**Assignment**
Everything from the line that contains "3v18M4 7l16 10M4" to the end of the data below is to be reproduced verbatim; leave all else out.

* * * * * * * * *

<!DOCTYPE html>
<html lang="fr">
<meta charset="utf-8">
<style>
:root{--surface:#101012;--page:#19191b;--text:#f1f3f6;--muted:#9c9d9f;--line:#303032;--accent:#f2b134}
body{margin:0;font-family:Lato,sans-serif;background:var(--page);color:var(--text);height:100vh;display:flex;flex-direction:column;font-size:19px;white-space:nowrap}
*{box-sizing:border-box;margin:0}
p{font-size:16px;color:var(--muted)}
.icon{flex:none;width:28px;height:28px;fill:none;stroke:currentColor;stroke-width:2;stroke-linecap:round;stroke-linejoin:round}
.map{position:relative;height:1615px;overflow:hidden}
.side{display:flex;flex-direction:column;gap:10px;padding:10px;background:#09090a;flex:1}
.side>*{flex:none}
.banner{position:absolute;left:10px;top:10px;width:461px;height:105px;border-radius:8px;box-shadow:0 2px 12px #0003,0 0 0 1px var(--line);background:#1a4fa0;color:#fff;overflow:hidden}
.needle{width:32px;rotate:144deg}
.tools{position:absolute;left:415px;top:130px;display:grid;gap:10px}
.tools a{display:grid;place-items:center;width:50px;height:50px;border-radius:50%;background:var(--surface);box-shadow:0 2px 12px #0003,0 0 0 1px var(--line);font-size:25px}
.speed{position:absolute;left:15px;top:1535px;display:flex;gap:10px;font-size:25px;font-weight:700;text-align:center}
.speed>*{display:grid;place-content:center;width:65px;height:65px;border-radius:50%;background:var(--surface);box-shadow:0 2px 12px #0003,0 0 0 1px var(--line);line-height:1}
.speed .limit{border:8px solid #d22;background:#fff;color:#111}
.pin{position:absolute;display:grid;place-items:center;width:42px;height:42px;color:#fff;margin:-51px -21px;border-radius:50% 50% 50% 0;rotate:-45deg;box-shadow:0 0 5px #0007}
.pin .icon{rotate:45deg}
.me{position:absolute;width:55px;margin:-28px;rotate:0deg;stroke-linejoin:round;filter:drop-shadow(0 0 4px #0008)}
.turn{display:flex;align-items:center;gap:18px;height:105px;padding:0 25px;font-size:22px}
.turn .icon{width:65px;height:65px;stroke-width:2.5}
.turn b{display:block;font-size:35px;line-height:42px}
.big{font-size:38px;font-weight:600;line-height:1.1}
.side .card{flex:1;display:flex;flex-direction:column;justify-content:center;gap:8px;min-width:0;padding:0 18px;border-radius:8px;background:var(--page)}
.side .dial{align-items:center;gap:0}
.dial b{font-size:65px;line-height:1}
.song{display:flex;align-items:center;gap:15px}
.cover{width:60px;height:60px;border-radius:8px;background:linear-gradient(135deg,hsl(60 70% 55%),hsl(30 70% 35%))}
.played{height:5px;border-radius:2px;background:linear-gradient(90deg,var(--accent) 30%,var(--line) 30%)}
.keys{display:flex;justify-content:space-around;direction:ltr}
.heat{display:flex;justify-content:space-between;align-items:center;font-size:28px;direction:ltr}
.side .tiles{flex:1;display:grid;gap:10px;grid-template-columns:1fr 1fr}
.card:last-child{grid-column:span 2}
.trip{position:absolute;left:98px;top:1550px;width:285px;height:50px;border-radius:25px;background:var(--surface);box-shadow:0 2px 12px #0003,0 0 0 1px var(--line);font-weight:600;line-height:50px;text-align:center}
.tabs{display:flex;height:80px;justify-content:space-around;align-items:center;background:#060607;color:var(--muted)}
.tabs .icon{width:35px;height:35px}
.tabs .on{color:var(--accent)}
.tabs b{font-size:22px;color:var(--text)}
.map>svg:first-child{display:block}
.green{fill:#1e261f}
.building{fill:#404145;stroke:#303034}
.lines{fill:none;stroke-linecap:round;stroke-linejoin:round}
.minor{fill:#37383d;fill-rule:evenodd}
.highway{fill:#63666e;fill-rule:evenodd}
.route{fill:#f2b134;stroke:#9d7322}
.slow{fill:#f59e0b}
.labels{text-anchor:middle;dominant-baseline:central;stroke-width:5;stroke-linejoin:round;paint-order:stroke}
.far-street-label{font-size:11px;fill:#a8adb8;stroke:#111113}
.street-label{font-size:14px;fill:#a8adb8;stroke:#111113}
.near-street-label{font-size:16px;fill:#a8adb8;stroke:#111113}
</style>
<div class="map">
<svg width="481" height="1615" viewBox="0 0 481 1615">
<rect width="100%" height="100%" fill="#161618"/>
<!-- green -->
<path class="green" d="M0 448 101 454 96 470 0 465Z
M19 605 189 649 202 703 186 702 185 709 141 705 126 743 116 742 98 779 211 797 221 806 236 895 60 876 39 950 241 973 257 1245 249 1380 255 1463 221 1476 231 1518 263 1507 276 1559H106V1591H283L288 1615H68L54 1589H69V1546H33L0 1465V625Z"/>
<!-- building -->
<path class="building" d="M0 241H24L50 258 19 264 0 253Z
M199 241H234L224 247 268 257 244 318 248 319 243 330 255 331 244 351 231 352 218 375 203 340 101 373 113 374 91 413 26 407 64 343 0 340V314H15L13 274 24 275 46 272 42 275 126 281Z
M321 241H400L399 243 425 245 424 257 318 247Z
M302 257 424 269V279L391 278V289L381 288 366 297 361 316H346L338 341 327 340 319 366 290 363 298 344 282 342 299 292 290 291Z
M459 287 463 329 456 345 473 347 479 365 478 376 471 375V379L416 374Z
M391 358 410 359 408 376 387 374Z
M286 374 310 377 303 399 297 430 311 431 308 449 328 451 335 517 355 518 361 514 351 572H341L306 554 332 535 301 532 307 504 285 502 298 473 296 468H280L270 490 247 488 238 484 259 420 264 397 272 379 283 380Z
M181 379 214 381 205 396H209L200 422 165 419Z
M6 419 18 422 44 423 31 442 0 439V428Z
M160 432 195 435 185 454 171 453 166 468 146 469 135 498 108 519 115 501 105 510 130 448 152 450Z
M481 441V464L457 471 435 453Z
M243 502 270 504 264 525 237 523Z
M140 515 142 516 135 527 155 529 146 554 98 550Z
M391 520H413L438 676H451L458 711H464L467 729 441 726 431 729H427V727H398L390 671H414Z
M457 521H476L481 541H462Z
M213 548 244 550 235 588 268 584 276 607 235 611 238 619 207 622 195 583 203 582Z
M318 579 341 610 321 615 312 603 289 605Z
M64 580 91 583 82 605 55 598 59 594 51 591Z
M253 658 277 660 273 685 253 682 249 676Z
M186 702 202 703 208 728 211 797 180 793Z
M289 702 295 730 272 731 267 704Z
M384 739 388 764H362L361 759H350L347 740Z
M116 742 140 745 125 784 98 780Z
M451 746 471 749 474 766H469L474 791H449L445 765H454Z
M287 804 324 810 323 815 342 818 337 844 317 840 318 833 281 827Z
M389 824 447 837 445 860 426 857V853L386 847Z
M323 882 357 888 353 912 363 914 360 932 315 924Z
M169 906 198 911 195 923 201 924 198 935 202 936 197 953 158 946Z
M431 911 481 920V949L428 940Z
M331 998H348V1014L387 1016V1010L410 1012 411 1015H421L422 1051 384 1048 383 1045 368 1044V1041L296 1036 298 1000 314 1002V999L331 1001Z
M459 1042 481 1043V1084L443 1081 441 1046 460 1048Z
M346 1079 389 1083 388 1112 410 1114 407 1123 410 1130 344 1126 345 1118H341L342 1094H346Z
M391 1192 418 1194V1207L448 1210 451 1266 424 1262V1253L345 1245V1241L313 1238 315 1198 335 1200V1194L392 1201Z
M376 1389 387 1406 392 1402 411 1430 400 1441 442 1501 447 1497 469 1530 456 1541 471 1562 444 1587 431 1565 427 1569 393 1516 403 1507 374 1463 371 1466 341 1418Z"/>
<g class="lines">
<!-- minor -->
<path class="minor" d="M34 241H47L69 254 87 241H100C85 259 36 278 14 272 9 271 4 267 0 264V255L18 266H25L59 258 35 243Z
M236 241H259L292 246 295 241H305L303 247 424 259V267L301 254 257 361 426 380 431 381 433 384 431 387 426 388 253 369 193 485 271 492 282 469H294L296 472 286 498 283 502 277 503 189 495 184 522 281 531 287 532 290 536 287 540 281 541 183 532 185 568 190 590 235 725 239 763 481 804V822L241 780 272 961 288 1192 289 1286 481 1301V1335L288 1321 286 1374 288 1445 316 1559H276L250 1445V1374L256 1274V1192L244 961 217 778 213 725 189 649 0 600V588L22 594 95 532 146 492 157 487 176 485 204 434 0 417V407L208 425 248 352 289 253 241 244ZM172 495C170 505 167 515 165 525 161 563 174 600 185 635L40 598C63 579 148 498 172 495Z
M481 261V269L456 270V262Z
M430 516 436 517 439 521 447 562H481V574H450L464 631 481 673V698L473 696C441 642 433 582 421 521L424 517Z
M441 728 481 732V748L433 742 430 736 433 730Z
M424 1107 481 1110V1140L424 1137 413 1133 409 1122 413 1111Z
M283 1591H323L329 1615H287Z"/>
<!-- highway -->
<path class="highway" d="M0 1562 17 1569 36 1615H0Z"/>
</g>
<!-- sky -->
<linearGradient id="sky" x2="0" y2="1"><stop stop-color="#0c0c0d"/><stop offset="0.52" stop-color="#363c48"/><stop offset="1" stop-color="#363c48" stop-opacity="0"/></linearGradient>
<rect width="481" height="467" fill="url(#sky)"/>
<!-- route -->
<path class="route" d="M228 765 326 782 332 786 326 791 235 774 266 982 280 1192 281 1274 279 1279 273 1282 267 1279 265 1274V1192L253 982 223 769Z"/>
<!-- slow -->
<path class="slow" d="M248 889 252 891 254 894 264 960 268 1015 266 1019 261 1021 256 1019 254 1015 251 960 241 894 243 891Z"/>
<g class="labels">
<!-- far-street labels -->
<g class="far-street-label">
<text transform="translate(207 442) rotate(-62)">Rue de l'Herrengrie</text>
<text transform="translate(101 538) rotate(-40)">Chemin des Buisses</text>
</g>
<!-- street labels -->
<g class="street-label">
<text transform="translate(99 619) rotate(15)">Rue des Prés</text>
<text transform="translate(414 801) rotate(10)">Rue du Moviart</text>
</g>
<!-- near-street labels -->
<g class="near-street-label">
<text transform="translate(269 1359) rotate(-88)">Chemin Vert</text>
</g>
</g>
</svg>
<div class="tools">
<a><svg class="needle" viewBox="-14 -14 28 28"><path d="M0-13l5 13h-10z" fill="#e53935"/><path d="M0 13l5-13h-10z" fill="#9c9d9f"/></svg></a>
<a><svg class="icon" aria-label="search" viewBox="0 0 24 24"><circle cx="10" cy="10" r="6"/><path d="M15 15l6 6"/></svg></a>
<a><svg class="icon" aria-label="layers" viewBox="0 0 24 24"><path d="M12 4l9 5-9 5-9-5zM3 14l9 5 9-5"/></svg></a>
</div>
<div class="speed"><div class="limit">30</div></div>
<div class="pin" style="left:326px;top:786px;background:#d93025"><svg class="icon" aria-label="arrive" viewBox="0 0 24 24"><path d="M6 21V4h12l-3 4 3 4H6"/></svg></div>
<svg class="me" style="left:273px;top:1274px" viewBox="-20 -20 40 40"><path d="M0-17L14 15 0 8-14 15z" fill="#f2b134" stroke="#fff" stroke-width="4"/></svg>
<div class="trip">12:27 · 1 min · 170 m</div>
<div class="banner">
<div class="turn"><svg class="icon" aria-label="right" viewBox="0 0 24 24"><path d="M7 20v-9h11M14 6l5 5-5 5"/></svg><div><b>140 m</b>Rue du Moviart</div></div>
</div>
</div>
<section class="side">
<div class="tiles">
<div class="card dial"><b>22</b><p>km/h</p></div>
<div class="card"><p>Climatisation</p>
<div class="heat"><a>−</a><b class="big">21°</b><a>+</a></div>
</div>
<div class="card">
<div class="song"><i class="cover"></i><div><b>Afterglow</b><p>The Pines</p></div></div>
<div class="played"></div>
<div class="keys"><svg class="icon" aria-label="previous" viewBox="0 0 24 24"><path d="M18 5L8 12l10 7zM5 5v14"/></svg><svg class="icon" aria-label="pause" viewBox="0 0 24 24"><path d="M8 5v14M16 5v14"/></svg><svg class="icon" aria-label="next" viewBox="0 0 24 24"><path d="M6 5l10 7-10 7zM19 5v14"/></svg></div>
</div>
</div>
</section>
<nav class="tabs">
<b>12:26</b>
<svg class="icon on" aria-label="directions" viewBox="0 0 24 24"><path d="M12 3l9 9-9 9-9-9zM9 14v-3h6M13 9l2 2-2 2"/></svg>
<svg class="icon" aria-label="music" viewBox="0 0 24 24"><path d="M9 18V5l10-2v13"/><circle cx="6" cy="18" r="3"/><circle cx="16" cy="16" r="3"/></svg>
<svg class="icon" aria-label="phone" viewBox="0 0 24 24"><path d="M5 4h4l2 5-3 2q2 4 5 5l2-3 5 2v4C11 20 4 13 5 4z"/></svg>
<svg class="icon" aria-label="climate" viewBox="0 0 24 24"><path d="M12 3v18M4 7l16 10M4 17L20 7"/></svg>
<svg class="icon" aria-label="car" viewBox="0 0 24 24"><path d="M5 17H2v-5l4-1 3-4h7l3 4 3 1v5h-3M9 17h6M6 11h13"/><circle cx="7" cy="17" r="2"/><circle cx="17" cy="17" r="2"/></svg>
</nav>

* * * * * * * * *

**Exercise result**
<svg class="icon" aria-label="climate" viewBox="0 0 24 24"><path d="M12 3v18M4 7l16 10M4 17L20 7"/></svg>
<svg class="icon" aria-label="car" viewBox="0 0 24 24"><path d="M5 17H2v-5l4-1 3-4h7l3 4 3 1v5h-3M9 17h6M6 11h13"/><circle cx="7" cy="17" r="2"/><circle cx="17" cy="17" r="2"/></svg>
</nav>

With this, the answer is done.